Se servir comme l’ont fait des politiques de haut rang de l’indignation d’une association féministe et l’instrumentaliser pour mettre au pas à travers l’ARS et la direction de l’hôpital les internes de Clermont-Ferrand est une action politique. Manipuler le sens d’une image pour construire une attaque à des fins de ripostes est une honte !

Nous le disons ici, et appelons l’ensemble des médecins à réagir et à se lever plus nombreux encore contre tous ceux qui veulent casser leur histoire avant que de les avilir par la loi.

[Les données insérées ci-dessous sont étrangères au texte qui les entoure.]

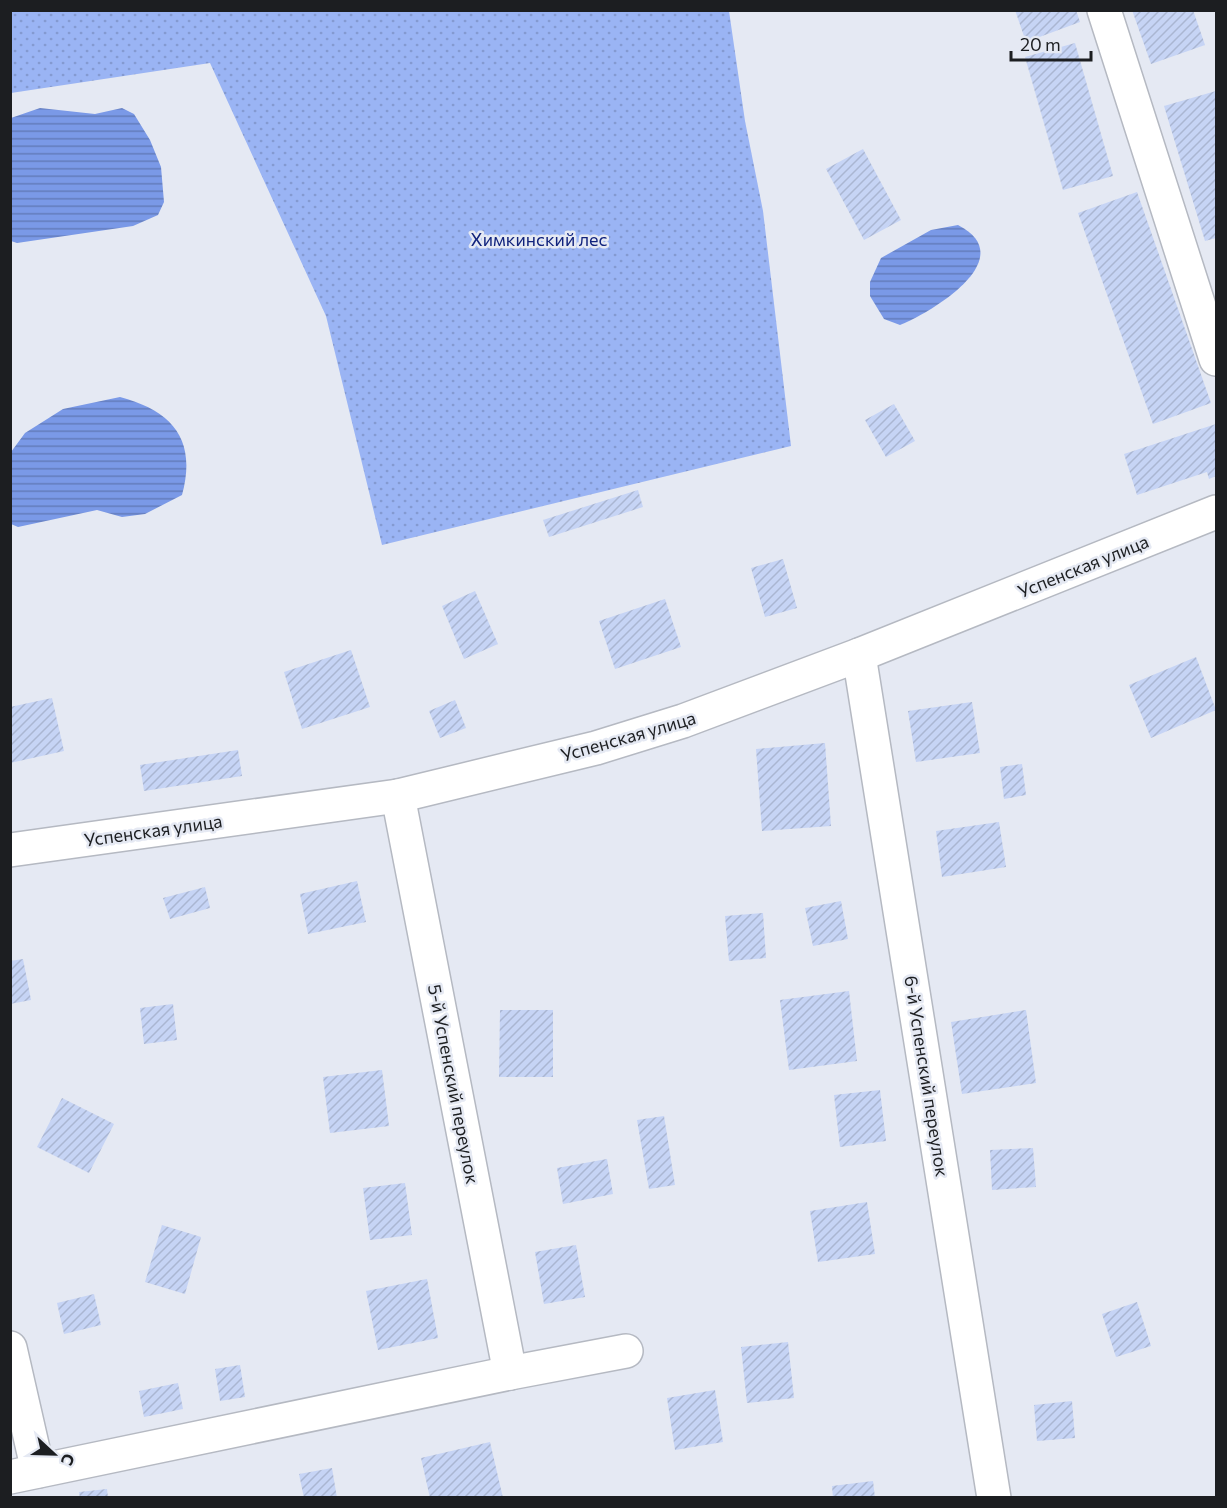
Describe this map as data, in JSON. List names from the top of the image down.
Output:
{
  "streets": {
    "street": ["Успенская улица", "6-й Успенский переулок", "5-й Успенский переулок"]
  },
  "crossings": [
    ["Успенская улица", "6-й Успенский переулок"],
    ["Успенская улица", "5-й Успенский переулок"]
  ],
  "parks": ["Химкинский лес"],
  "scale_bar": "20 m",
  "north": "right"
}
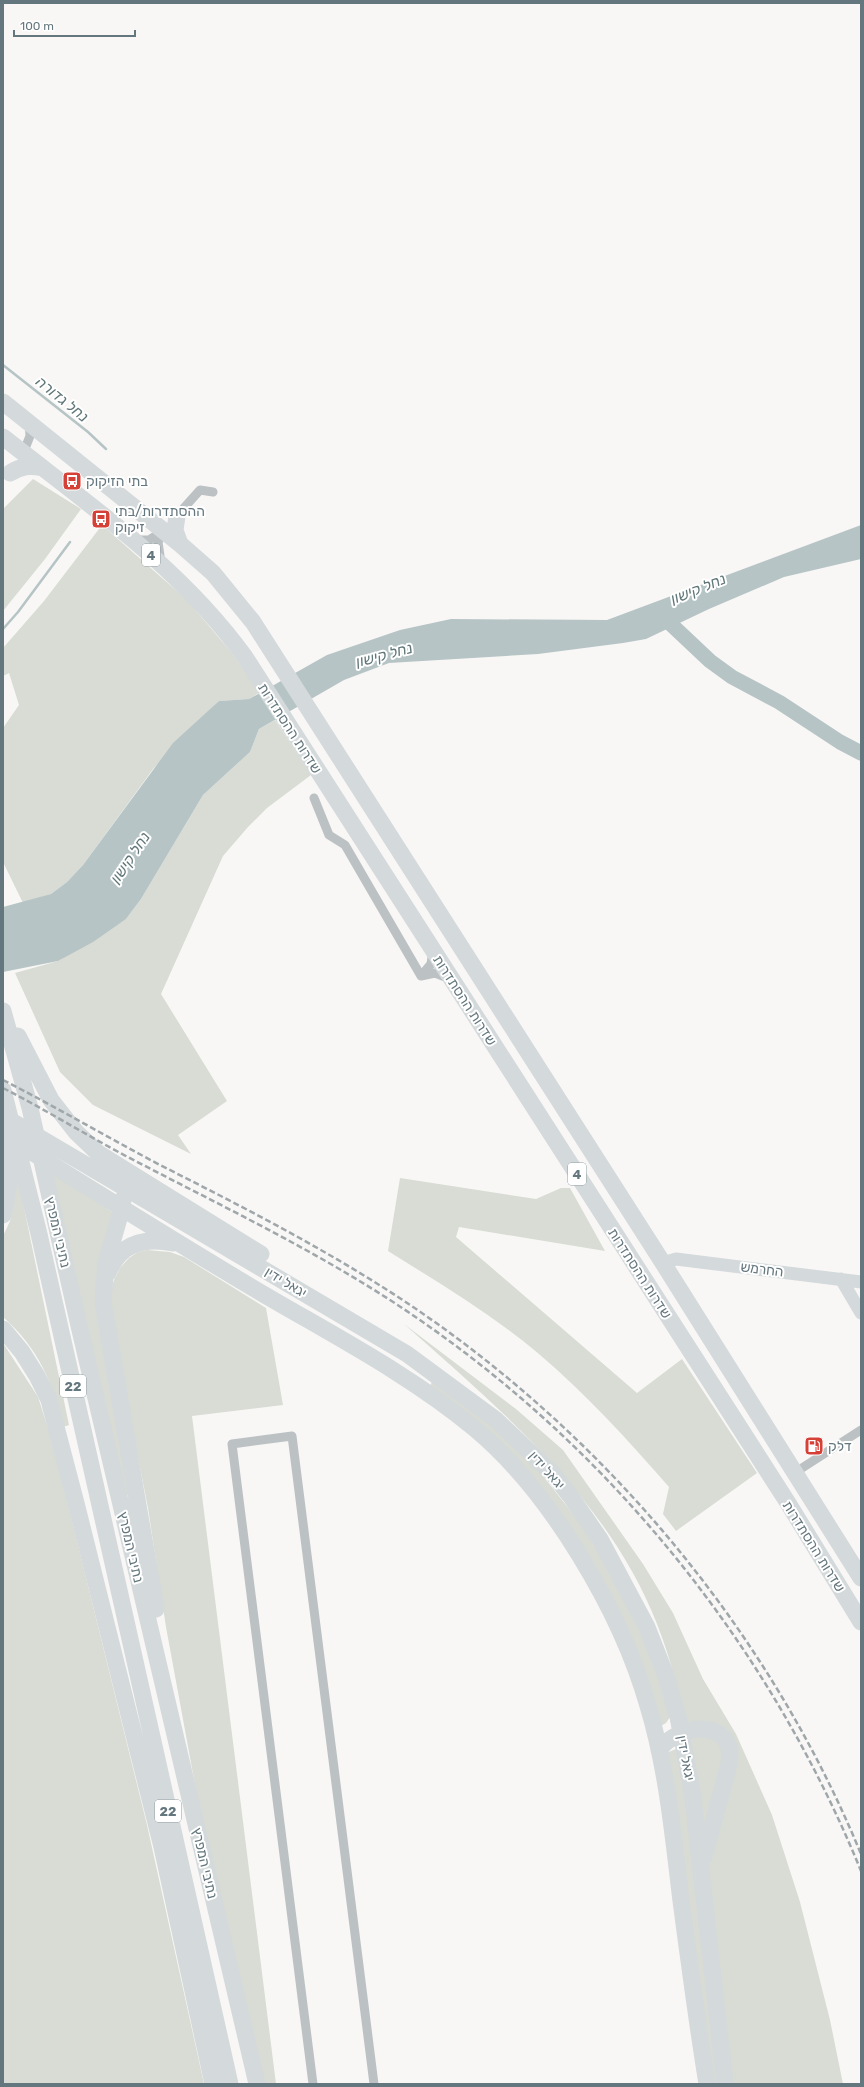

Ironiser sur l’esprit carabin ne suffira pas à dédouaner les politiques de leur responsabilité dans la Loi Santé. Que voulez-vous entendre ? Que les médecins (majoritairement des femmes, d’ailleurs) sont évidemment opposés à la violence faite aux femmes et à la culture du viol ? Soit. Nous sommes contre le viol, contre les incitations au viol, contre la culture du viol.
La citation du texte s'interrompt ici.